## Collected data
[Start of Attachment]
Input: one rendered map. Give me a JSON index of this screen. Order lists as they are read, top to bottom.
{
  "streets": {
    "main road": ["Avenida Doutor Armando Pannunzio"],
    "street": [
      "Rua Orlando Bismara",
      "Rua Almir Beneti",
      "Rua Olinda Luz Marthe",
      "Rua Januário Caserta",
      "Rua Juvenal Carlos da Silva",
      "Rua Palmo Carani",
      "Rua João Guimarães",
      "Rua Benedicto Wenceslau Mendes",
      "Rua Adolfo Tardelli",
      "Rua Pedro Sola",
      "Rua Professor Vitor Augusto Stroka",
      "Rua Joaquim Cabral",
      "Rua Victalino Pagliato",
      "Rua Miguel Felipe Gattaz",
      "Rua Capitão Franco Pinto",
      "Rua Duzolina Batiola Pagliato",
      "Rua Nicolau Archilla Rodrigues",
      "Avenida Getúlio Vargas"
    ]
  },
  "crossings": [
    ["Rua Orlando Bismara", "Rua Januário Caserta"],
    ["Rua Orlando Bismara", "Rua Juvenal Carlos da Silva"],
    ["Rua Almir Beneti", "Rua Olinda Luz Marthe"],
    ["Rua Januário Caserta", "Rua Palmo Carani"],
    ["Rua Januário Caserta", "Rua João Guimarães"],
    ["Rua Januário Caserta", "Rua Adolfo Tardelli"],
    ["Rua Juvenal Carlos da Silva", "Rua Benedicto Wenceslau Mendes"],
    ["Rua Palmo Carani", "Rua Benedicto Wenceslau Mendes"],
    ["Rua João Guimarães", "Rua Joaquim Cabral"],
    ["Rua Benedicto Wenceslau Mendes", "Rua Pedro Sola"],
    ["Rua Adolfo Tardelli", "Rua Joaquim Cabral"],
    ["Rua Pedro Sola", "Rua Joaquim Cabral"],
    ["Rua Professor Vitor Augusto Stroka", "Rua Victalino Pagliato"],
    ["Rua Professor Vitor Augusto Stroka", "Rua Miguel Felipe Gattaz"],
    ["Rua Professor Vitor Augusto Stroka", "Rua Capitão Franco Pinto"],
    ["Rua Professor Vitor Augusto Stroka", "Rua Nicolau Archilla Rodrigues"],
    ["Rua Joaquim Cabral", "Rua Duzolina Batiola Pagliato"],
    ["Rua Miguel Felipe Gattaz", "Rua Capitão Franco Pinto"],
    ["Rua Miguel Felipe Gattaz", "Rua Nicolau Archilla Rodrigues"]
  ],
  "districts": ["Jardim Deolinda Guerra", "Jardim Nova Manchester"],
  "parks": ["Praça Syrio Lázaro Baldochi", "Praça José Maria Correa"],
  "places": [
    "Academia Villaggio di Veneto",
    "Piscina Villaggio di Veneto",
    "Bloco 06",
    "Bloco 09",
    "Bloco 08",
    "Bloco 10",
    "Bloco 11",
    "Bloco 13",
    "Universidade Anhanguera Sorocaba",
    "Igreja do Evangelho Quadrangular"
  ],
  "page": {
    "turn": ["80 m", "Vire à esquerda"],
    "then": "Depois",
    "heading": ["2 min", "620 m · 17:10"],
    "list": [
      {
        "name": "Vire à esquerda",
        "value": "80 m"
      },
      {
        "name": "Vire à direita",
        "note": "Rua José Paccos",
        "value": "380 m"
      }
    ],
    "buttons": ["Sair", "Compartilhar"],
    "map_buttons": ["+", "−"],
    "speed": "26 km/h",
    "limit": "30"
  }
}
[End of Attachment]
## Work instructions
Repeat each record above precisely as written.

## Expected output
Input: one rendered map. Give me a JSON index of this screen. Order lists as they are read, top to bottom.
{
  "streets": {
    "main road": ["Avenida Doutor Armando Pannunzio"],
    "street": [
      "Rua Orlando Bismara",
      "Rua Almir Beneti",
      "Rua Olinda Luz Marthe",
      "Rua Januário Caserta",
      "Rua Juvenal Carlos da Silva",
      "Rua Palmo Carani",
      "Rua João Guimarães",
      "Rua Benedicto Wenceslau Mendes",
      "Rua Adolfo Tardelli",
      "Rua Pedro Sola",
      "Rua Professor Vitor Augusto Stroka",
      "Rua Joaquim Cabral",
      "Rua Victalino Pagliato",
      "Rua Miguel Felipe Gattaz",
      "Rua Capitão Franco Pinto",
      "Rua Duzolina Batiola Pagliato",
      "Rua Nicolau Archilla Rodrigues",
      "Avenida Getúlio Vargas"
    ]
  },
  "crossings": [
    ["Rua Orlando Bismara", "Rua Januário Caserta"],
    ["Rua Orlando Bismara", "Rua Juvenal Carlos da Silva"],
    ["Rua Almir Beneti", "Rua Olinda Luz Marthe"],
    ["Rua Januário Caserta", "Rua Palmo Carani"],
    ["Rua Januário Caserta", "Rua João Guimarães"],
    ["Rua Januário Caserta", "Rua Adolfo Tardelli"],
    ["Rua Juvenal Carlos da Silva", "Rua Benedicto Wenceslau Mendes"],
    ["Rua Palmo Carani", "Rua Benedicto Wenceslau Mendes"],
    ["Rua João Guimarães", "Rua Joaquim Cabral"],
    ["Rua Benedicto Wenceslau Mendes", "Rua Pedro Sola"],
    ["Rua Adolfo Tardelli", "Rua Joaquim Cabral"],
    ["Rua Pedro Sola", "Rua Joaquim Cabral"],
    ["Rua Professor Vitor Augusto Stroka", "Rua Victalino Pagliato"],
    ["Rua Professor Vitor Augusto Stroka", "Rua Miguel Felipe Gattaz"],
    ["Rua Professor Vitor Augusto Stroka", "Rua Capitão Franco Pinto"],
    ["Rua Professor Vitor Augusto Stroka", "Rua Nicolau Archilla Rodrigues"],
    ["Rua Joaquim Cabral", "Rua Duzolina Batiola Pagliato"],
    ["Rua Miguel Felipe Gattaz", "Rua Capitão Franco Pinto"],
    ["Rua Miguel Felipe Gattaz", "Rua Nicolau Archilla Rodrigues"]
  ],
  "districts": ["Jardim Deolinda Guerra", "Jardim Nova Manchester"],
  "parks": ["Praça Syrio Lázaro Baldochi", "Praça José Maria Correa"],
  "places": [
    "Academia Villaggio di Veneto",
    "Piscina Villaggio di Veneto",
    "Bloco 06",
    "Bloco 09",
    "Bloco 08",
    "Bloco 10",
    "Bloco 11",
    "Bloco 13",
    "Universidade Anhanguera Sorocaba",
    "Igreja do Evangelho Quadrangular"
  ],
  "page": {
    "turn": ["80 m", "Vire à esquerda"],
    "then": "Depois",
    "heading": ["2 min", "620 m · 17:10"],
    "list": [
      {
        "name": "Vire à esquerda",
        "value": "80 m"
      },
      {
        "name": "Vire à direita",
        "note": "Rua José Paccos",
        "value": "380 m"
      }
    ],
    "buttons": ["Sair", "Compartilhar"],
    "map_buttons": ["+", "−"],
    "speed": "26 km/h",
    "limit": "30"
  }
}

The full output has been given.